§ Task description: For this exercise, report every line of the material that includes "column".

:::::

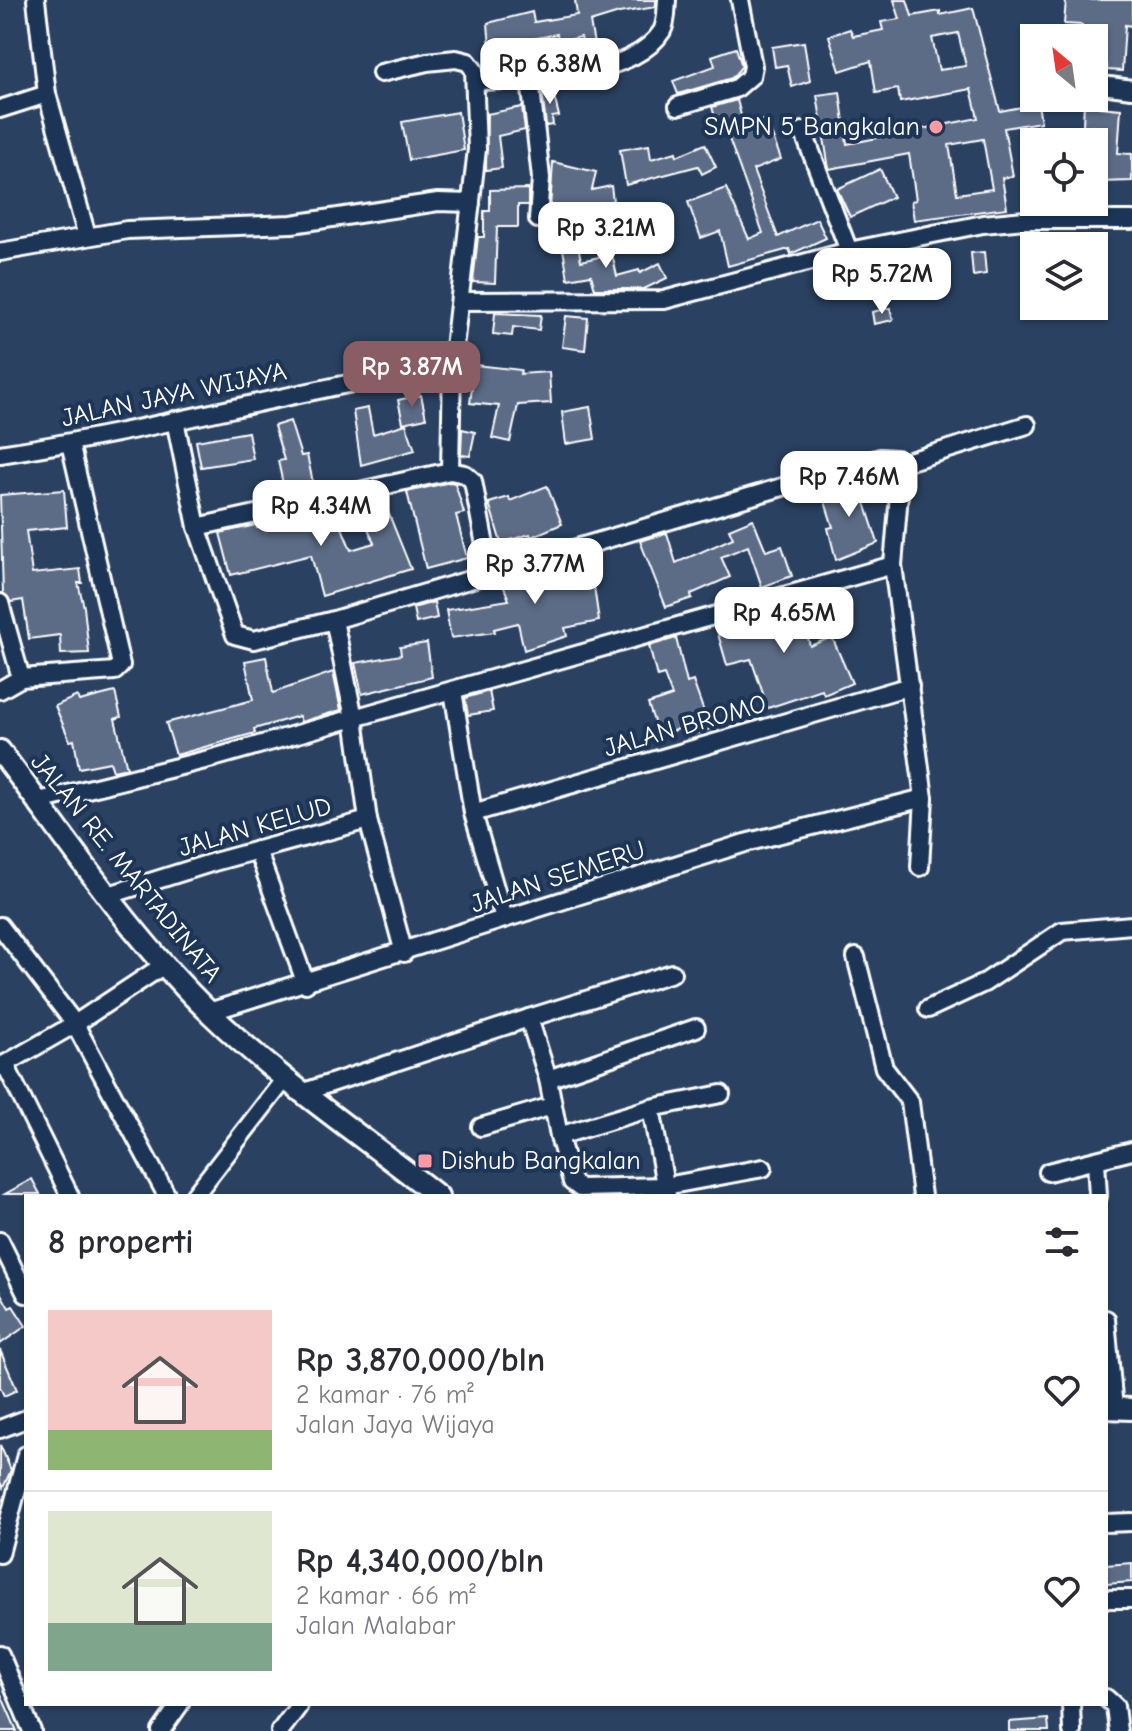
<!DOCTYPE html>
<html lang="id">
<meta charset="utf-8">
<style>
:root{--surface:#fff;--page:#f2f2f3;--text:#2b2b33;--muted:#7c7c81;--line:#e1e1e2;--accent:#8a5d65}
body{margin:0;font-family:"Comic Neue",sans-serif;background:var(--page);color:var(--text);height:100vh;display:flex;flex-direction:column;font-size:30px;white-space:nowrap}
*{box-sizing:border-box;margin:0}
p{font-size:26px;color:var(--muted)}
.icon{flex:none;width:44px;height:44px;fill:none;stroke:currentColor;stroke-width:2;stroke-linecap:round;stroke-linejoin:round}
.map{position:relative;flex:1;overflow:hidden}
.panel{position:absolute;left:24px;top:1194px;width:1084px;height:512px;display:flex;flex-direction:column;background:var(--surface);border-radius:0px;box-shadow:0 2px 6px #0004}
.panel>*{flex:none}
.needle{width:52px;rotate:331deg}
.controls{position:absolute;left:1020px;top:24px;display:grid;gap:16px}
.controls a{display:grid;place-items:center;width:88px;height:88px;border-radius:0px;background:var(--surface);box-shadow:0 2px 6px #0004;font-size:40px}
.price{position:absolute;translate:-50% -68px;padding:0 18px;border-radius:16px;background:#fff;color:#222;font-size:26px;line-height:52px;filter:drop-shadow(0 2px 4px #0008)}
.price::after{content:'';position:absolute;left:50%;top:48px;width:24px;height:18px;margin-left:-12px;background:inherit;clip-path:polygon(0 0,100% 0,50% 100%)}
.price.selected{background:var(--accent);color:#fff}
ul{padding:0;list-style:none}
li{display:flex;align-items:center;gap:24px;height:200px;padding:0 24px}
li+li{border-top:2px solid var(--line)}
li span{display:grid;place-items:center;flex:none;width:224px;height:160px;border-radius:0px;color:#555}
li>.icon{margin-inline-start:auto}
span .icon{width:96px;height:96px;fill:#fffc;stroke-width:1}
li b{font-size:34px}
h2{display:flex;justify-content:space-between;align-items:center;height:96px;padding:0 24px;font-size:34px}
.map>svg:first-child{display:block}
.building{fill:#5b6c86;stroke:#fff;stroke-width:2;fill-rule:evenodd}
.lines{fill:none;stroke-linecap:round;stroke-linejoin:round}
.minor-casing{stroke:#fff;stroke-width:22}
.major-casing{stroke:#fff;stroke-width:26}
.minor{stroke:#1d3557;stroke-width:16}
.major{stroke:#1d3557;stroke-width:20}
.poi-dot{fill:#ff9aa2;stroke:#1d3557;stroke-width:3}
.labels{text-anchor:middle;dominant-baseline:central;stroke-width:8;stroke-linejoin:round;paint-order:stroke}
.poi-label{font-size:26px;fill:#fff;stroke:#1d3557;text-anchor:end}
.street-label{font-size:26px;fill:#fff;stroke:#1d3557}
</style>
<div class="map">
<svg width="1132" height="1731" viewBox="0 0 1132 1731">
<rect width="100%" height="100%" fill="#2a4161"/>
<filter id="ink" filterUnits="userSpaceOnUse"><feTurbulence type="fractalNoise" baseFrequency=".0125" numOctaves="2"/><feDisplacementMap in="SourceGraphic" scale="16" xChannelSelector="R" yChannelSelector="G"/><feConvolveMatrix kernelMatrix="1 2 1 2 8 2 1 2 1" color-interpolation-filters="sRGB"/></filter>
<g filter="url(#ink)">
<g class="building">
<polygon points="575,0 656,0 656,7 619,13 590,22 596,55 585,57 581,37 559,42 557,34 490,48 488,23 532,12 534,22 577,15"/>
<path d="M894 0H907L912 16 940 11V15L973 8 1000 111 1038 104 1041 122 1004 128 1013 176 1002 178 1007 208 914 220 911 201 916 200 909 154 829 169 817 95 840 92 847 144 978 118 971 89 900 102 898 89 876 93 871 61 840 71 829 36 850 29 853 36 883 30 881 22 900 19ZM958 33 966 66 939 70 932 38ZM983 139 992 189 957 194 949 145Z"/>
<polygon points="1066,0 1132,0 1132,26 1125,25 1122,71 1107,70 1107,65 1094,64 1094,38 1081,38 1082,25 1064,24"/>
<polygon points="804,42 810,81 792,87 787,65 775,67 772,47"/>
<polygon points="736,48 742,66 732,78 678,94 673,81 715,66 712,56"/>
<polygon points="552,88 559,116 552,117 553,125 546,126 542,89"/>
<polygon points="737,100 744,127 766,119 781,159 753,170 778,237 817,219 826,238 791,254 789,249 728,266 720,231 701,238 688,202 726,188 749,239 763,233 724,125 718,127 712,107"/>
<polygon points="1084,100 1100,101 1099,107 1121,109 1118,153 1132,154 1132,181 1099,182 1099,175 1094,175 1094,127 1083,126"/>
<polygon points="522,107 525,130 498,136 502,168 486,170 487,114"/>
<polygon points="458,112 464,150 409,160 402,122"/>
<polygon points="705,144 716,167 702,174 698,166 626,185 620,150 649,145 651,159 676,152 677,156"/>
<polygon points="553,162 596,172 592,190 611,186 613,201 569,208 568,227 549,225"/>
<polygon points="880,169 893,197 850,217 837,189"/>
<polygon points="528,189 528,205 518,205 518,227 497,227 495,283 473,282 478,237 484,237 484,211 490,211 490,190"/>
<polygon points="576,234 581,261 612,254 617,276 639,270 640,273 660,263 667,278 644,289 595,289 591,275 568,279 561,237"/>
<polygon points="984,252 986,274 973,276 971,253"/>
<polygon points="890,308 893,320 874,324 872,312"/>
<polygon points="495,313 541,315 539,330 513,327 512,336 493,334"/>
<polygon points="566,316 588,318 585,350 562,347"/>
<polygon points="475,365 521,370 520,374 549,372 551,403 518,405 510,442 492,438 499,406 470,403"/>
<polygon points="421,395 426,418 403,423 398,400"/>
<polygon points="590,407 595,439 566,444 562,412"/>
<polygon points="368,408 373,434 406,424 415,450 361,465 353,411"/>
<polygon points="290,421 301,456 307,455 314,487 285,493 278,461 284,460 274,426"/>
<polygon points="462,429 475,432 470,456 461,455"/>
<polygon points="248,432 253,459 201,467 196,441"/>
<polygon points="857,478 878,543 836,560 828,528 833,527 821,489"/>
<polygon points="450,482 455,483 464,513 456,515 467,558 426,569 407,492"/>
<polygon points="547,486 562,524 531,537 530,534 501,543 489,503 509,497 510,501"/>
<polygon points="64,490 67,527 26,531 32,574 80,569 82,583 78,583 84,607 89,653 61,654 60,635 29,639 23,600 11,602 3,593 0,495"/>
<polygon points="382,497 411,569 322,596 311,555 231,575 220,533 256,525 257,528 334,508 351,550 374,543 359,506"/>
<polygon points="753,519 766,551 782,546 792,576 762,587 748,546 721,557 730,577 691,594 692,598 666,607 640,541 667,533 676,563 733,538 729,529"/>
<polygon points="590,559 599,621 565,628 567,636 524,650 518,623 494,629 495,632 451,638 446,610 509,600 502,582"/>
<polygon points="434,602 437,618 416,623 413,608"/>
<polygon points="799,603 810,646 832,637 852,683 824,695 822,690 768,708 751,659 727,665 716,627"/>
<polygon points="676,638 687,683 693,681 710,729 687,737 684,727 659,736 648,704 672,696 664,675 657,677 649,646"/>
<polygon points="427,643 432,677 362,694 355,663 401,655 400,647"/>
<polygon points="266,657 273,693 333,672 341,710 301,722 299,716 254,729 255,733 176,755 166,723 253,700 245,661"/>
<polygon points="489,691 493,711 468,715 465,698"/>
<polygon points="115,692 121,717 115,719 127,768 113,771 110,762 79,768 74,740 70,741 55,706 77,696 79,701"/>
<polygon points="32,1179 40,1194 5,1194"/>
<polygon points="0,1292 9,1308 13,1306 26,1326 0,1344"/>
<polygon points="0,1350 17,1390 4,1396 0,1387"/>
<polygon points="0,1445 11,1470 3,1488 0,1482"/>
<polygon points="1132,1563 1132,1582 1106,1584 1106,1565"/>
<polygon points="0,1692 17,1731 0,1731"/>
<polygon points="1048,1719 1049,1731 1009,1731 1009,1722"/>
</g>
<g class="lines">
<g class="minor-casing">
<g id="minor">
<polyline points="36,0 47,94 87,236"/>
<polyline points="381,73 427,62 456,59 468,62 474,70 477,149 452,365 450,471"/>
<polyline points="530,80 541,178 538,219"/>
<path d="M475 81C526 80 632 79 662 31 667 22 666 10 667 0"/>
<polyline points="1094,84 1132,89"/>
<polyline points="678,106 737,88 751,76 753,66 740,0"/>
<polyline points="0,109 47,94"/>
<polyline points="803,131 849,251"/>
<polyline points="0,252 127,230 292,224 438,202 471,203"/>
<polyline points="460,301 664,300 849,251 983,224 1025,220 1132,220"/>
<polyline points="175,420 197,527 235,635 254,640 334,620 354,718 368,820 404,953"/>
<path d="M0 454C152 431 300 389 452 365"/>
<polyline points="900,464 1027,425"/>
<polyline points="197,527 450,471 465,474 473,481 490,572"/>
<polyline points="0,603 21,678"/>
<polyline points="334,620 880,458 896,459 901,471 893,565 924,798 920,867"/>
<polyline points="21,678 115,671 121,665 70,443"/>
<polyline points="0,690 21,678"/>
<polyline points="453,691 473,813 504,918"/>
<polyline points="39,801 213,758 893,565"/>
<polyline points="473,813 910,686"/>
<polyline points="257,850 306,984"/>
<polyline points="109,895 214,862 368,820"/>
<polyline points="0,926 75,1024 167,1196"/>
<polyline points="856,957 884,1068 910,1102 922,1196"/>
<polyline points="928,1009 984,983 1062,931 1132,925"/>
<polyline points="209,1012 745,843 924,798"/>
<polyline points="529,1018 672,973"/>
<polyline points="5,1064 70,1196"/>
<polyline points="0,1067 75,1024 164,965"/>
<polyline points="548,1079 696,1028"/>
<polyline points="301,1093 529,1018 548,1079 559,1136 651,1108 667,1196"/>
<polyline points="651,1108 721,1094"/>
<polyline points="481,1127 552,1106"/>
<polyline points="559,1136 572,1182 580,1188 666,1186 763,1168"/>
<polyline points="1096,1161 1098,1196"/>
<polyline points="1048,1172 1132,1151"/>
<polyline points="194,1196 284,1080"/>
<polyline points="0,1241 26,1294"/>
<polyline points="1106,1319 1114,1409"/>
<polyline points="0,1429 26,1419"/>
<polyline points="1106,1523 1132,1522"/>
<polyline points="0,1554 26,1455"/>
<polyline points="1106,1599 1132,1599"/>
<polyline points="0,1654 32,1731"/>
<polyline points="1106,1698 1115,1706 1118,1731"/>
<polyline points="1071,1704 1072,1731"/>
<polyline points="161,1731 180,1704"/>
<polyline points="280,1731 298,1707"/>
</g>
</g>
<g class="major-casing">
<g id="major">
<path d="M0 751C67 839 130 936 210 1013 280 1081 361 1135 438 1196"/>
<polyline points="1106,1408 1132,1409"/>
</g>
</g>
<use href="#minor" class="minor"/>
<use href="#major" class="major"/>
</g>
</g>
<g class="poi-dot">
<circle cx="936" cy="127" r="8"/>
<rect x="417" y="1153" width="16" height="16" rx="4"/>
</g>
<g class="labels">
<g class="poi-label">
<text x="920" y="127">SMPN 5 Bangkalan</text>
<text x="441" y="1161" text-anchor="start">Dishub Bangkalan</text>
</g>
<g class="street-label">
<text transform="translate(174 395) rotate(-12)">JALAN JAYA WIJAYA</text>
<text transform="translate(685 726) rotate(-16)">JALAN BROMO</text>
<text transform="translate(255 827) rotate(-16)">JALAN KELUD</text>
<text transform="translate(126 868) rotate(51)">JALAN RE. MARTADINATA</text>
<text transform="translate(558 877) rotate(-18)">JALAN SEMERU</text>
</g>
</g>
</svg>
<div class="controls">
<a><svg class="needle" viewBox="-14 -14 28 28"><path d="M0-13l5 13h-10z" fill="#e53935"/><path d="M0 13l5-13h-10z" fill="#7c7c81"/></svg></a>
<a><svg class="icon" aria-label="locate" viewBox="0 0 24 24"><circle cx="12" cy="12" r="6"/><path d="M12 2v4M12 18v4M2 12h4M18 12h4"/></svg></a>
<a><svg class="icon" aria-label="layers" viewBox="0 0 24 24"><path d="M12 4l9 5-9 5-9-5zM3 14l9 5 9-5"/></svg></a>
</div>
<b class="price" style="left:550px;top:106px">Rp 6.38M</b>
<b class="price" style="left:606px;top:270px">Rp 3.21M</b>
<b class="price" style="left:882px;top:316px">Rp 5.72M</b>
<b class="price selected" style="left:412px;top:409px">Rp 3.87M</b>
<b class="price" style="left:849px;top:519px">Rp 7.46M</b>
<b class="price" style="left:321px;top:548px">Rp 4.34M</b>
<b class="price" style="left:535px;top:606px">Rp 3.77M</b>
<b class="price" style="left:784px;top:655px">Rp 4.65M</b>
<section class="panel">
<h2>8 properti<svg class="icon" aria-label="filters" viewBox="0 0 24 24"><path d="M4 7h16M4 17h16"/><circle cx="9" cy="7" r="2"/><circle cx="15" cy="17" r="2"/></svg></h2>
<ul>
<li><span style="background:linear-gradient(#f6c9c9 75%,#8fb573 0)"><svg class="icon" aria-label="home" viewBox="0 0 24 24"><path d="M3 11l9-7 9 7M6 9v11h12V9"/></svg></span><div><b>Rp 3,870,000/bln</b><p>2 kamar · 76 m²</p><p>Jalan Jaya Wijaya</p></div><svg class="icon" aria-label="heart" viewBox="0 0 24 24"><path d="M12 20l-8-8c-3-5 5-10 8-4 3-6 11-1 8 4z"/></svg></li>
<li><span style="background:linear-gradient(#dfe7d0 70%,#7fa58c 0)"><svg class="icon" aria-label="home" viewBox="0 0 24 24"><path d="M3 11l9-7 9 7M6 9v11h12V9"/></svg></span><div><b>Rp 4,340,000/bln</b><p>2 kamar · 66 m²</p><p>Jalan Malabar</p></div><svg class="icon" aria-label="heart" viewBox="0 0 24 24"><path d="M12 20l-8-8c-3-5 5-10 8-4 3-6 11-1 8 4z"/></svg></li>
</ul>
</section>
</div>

:::::

§ Written answer:
body{margin:0;font-family:"Comic Neue",sans-serif;background:var(--page);color:var(--text);height:100vh;display:flex;flex-direction:column;font-size:30px;white-space:nowrap}
.panel{position:absolute;left:24px;top:1194px;width:1084px;height:512px;display:flex;flex-direction:column;background:var(--surface);border-radius:0px;box-shadow:0 2px 6px #0004}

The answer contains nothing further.